-------- Supplied records

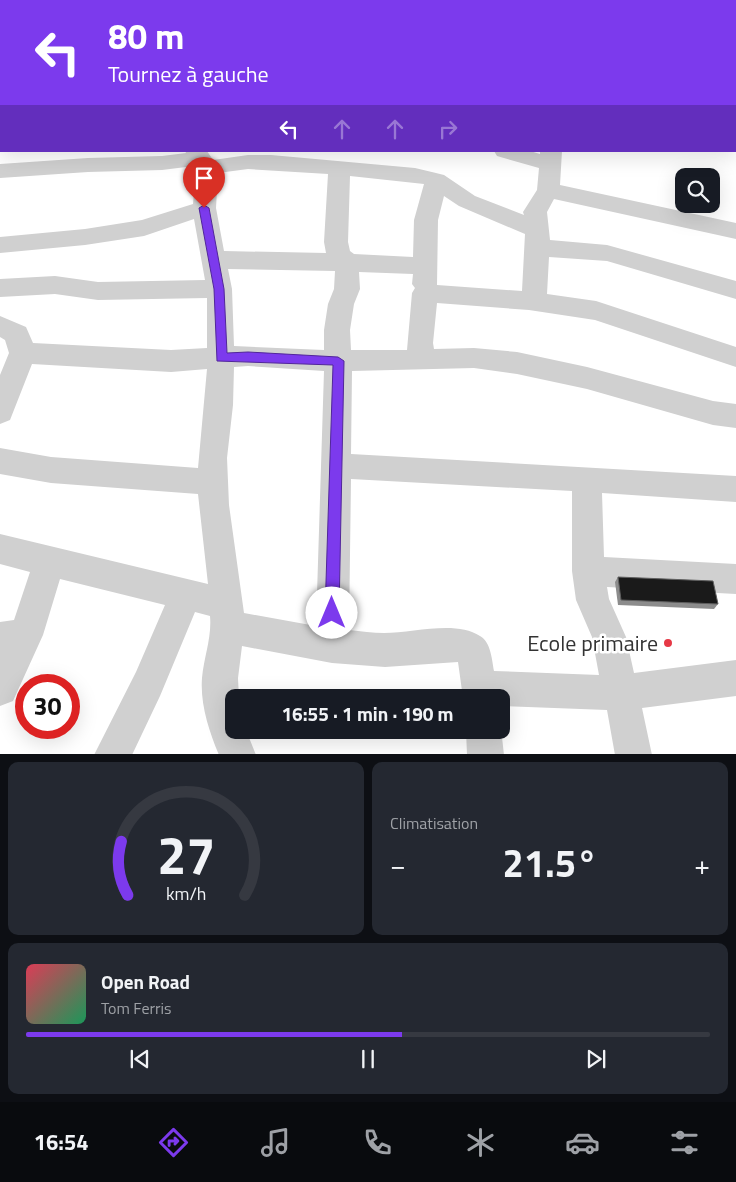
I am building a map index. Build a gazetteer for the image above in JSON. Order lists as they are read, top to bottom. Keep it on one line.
{"places":["Ecole primaire"],"page":{"turn":["80 m","Tournez à gauche"],"limit":"30","trip":"16:55 · 1 min · 190 m","tile":"Climatisation","heat":["−","21.5°","+"],"song":["Open Road","Tom Ferris"],"tabs":"16:54","gauge":["27","km/h"]}}
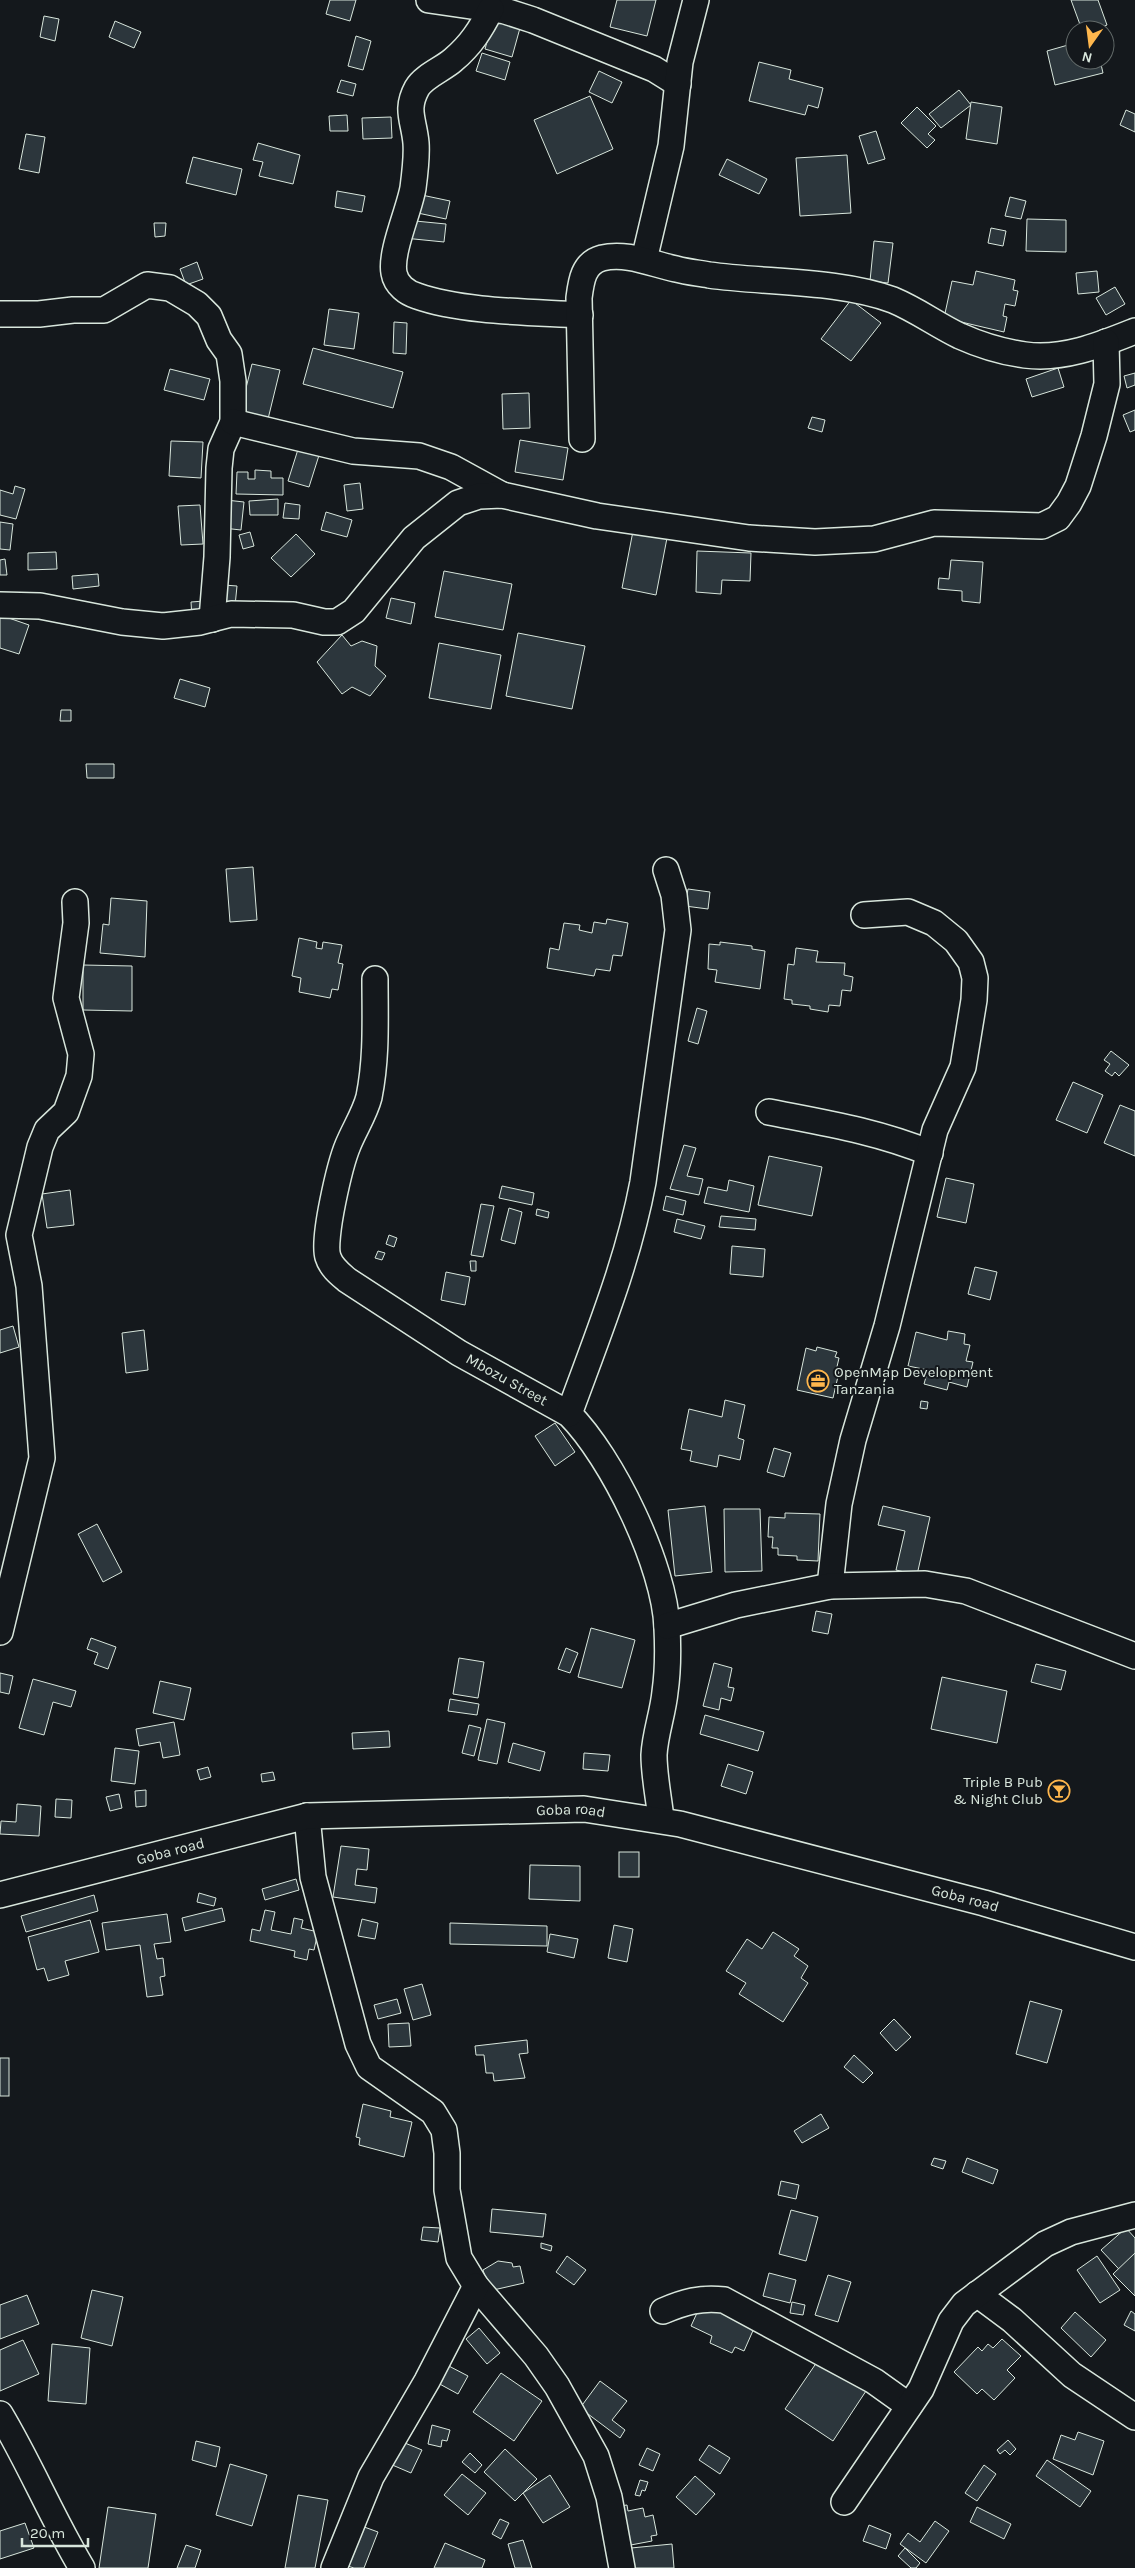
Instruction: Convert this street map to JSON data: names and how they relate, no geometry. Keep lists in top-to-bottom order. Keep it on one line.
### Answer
{"streets":{"street":["Mbozu Street","Goba road"]},"crossings":[["Mbozu Street","Goba road"]],"places":{"office":["OpenMap Development Tanzania"],"bar":["Triple B Pub & Night Club"]},"scale_bar":"20 m","north":"bottom"}
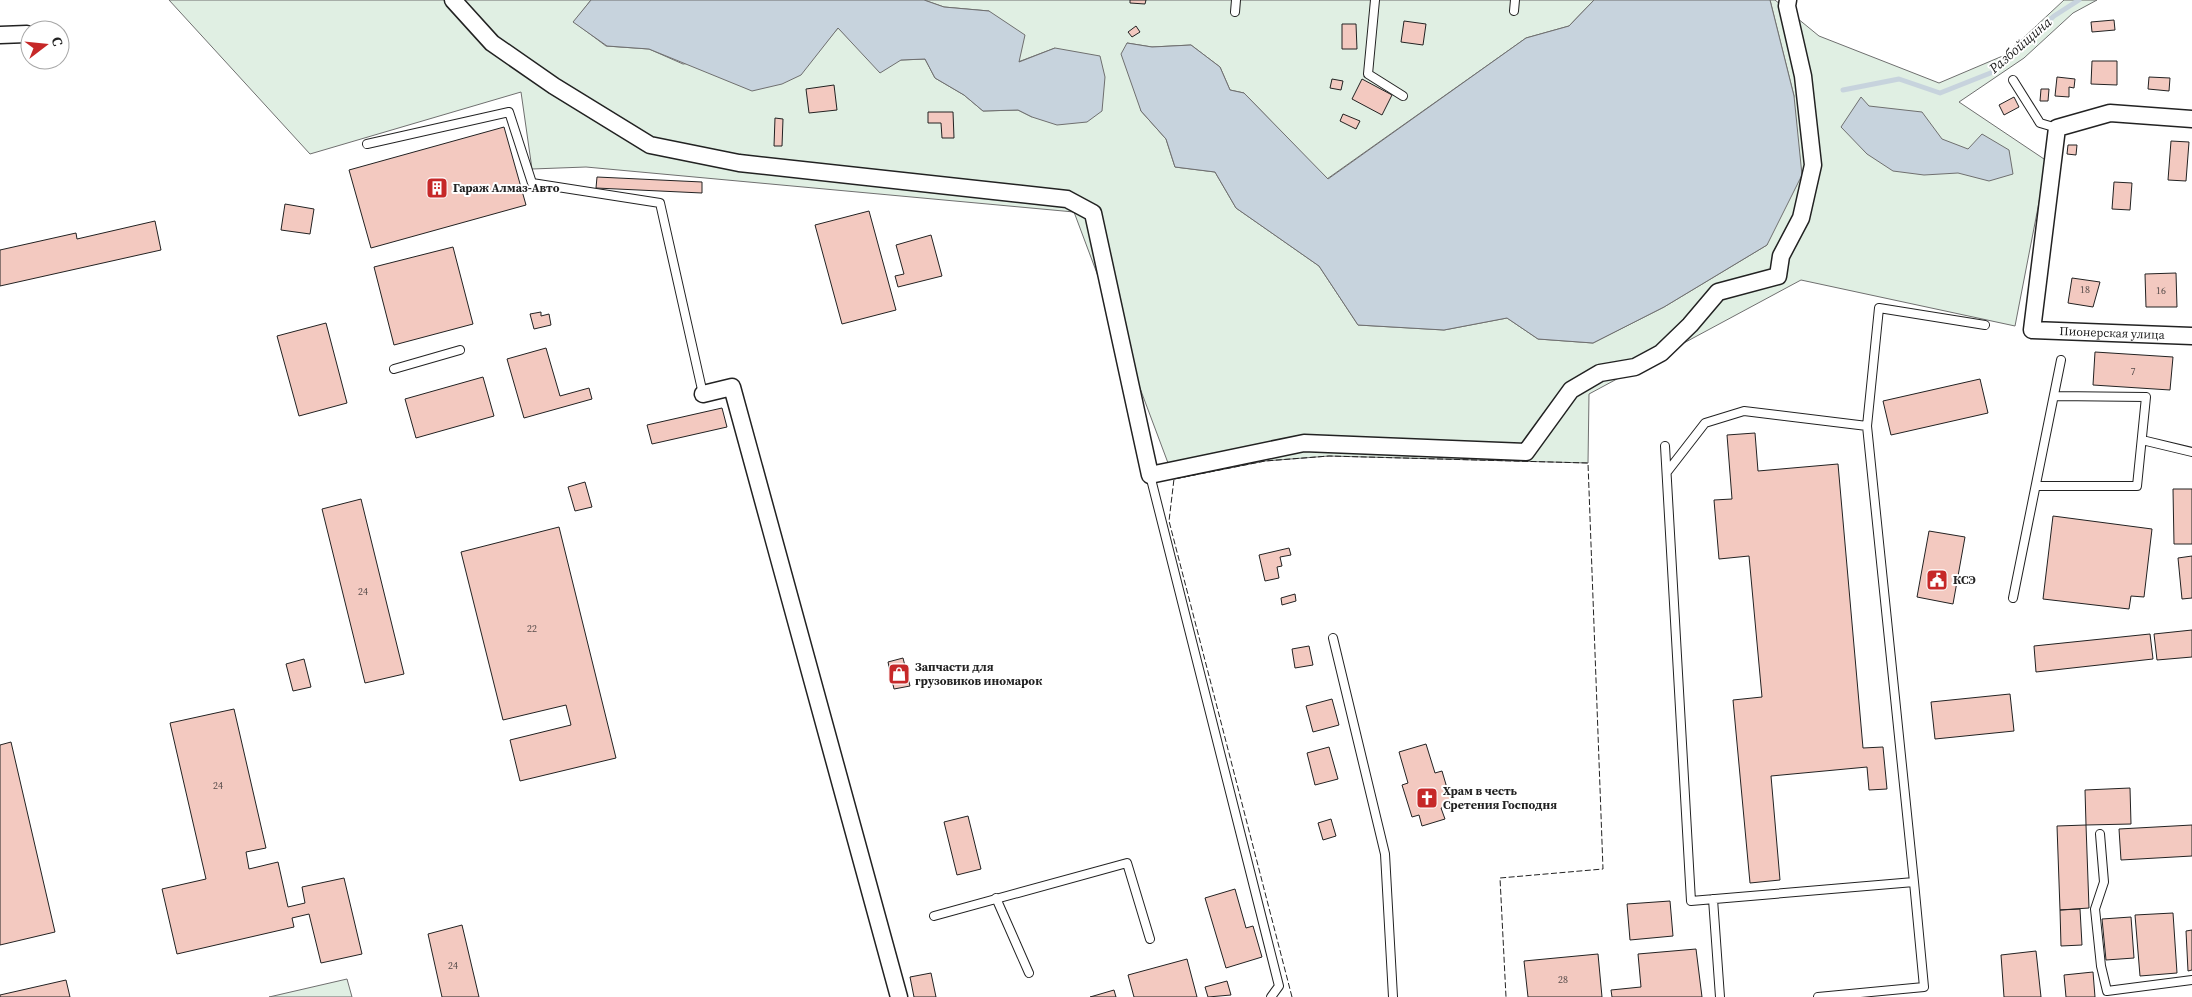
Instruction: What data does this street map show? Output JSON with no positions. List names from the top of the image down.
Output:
{
  "streets": {
    "street": ["Пионерская улица"]
  },
  "water": ["Разбойщина"],
  "places": {
    "building": ["Гараж Алмаз-Авто"],
    "public building": ["КСЭ"],
    "shop": ["Запчасти для грузовиков иномарок"],
    "church": ["Храм в честь Сретения Господня"]
  },
  "house_numbers": [
    "18",
    "16",
    "7",
    "24",
    "22",
    "24",
    "24",
    "28"
  ],
  "north": "right"
}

----------------

How many lines of the listing above carry the string "Instruction"? Report that number with no other text.

2